I may have missed something, but I think nobody actually proposed to change the recommendations into requirements. I think everybody understands that there are several ways to do things, and situations where one or the other is preferred. The only advantage of changing the current recommendations to requirements would be to make it more difficult for them to be changed.

In this context it's worth looking at other standards organization's use of "recommended", because that may explain a lot of people's unease with this. For example, IETF has RFC 2119 which says:


This word, or the terms "REQUIRED" or "SHALL", mean that the definition is an absolute requirement of the specification. ...


This word, or the adjective "RECOMMENDED", mean that there may exist valid reasons in particular circumstances to ignore a particular item, but the full implications must be understood and carefully weighed before choosing a different course. ..

5. MAY

This word, or the adjective "OPTIONAL", mean that an item is truly optional. One vendor may choose to include the item because a particular marketplace requires it or because the vendor feels that it enhances the product while another vendor may omit the same item. An implementation which does not include a particular option MUST be prepared to interoperate with another implementation which does include the option, though perhaps with reduced functionality. In the same vein an implementation which does include a particular option MUST be prepared to interoperate with another implementation which does not include the option (except, of course, for the feature the option provides.)

Reading this, it's clear that "RECOMMENDED" is not merely  a "we think this is the best way to do it" but a rather sterner "you deviate at your peril" kind of statement.

The latter is what makes it difficult for others to collectively agree on a different choice faced with a formal RECOMMENDATION.

So, if the proposal for Unicode really was more of a "feels right" and not a "deviate at your peril" situation (or necessary escape hatch), then we are better off not making a RECOMMEDATION that goes against collective practice.

I think the situation at hand is somewhat special: Recommendations are okay. But there's a strong wish from downstream communities such asWeb browser implementers and programming language/library implementers to not change these recommendations. Some of these communities have stricter requirement for alignment, and some have followed longstanding recommendations in the absence of specific arguments for something different.

Regards,   Martin.

      - And still can proposal that — as I said, there is plenty of time.

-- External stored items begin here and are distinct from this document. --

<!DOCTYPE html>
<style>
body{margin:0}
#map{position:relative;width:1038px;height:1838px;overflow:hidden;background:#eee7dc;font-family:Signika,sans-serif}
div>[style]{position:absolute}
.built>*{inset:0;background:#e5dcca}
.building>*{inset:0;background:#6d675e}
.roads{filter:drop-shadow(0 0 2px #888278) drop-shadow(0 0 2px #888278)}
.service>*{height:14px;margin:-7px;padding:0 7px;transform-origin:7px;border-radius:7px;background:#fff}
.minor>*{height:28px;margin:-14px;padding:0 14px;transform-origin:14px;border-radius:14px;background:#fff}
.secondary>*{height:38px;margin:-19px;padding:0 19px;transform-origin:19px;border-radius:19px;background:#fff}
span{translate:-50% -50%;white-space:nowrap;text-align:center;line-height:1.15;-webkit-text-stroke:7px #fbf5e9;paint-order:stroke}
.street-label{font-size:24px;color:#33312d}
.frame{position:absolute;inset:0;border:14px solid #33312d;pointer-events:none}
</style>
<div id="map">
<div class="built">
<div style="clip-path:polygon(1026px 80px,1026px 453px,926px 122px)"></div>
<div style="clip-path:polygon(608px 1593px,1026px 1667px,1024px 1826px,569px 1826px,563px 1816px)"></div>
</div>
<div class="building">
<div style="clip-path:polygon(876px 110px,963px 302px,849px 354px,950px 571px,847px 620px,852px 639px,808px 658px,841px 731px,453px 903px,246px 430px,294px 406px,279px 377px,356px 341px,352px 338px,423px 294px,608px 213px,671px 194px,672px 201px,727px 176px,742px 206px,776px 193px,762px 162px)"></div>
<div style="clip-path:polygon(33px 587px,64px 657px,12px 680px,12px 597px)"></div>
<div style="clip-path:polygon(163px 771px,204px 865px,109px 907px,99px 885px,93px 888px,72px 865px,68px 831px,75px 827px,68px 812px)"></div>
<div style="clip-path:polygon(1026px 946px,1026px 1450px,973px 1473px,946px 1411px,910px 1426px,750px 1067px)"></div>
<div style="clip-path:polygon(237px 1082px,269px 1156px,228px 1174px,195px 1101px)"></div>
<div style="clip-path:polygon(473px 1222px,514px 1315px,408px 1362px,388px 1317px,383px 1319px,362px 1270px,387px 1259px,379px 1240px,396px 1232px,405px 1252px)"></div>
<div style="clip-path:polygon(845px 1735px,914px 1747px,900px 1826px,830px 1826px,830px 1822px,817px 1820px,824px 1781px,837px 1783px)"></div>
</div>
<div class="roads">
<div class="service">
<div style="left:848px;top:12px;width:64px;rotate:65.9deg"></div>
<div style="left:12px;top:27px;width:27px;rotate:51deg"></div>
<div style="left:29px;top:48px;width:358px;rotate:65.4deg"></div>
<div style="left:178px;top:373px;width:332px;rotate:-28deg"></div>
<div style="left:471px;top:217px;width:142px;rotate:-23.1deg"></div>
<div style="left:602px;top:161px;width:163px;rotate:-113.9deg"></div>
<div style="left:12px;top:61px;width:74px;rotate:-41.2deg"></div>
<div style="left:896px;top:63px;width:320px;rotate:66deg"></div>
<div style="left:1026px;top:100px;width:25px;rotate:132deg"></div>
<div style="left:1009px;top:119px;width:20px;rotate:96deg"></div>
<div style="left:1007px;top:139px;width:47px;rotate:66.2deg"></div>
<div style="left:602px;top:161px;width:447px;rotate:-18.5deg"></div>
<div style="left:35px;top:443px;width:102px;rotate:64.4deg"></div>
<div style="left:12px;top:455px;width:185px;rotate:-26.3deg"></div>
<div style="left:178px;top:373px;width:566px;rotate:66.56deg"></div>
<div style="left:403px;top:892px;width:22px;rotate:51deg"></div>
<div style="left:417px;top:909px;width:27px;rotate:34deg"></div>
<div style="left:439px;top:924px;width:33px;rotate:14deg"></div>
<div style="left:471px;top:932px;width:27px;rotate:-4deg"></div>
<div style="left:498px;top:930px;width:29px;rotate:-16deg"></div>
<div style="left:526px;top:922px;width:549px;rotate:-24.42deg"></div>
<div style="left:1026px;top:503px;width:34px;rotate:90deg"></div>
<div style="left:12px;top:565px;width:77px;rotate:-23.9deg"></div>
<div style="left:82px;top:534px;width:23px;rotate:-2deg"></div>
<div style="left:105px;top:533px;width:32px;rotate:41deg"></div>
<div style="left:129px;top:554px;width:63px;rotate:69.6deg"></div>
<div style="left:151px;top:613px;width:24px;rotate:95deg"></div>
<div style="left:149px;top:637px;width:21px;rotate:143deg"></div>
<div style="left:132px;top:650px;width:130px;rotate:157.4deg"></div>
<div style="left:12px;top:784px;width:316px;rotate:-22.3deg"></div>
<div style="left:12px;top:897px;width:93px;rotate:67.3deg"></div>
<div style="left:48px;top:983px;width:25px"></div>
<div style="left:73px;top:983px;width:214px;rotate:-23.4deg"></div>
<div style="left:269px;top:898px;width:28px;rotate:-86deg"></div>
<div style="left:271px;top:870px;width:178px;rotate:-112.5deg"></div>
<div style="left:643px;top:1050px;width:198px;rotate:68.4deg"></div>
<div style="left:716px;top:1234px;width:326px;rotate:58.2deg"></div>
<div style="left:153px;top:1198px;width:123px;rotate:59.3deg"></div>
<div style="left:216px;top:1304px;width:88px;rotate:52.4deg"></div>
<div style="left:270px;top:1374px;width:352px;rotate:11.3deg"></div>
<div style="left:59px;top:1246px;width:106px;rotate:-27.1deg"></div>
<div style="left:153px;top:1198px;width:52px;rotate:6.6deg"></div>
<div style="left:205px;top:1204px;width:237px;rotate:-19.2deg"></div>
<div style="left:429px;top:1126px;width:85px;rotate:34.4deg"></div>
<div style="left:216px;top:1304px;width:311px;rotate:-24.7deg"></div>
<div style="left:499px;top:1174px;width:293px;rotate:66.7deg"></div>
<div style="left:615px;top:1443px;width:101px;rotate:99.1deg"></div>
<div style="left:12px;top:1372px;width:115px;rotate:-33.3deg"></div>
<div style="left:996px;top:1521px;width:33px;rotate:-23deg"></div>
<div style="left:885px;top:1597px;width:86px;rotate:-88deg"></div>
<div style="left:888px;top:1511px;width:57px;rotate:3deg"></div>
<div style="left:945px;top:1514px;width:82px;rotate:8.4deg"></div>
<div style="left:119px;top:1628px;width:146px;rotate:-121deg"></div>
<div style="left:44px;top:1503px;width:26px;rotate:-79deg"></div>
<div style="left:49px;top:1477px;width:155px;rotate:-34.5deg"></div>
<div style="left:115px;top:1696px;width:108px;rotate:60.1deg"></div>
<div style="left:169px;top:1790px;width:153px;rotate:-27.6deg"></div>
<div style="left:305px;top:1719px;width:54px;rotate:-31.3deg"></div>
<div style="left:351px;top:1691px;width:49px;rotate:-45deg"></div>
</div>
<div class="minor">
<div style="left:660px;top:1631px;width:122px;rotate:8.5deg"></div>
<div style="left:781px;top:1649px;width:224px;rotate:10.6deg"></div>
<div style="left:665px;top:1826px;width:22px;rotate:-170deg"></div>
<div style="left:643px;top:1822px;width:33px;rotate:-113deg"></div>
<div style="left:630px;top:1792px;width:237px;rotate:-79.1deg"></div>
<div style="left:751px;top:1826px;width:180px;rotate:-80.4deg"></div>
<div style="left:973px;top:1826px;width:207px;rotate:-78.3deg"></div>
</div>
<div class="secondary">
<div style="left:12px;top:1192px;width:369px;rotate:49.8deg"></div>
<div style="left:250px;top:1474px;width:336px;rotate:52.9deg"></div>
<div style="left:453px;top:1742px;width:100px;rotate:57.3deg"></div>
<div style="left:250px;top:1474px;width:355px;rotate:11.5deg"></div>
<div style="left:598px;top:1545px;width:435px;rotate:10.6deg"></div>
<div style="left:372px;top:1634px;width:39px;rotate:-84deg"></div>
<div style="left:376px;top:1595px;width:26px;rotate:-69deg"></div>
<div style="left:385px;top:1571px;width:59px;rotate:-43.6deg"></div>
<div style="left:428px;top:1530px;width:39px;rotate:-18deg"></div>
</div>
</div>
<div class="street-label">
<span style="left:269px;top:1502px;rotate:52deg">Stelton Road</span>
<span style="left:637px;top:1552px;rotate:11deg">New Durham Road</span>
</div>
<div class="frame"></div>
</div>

On Wed, May 17, 2017 at 10:41 PM, Doug Ewell via Unicode <> wrote:

Henri Sivonen wrote:

I find it shocking that the Unicode Consortium would change a
widely-implemented part of the standard (regardless of whether Unicode
itself officially designates it as a requirement or suggestion) on
such flimsy grounds.

I'd like to register my feedback that I believe changing the best
practices is wrong.

Perhaps surprisingly, it's already too late. UTC approved this change
the day after the proposal was written.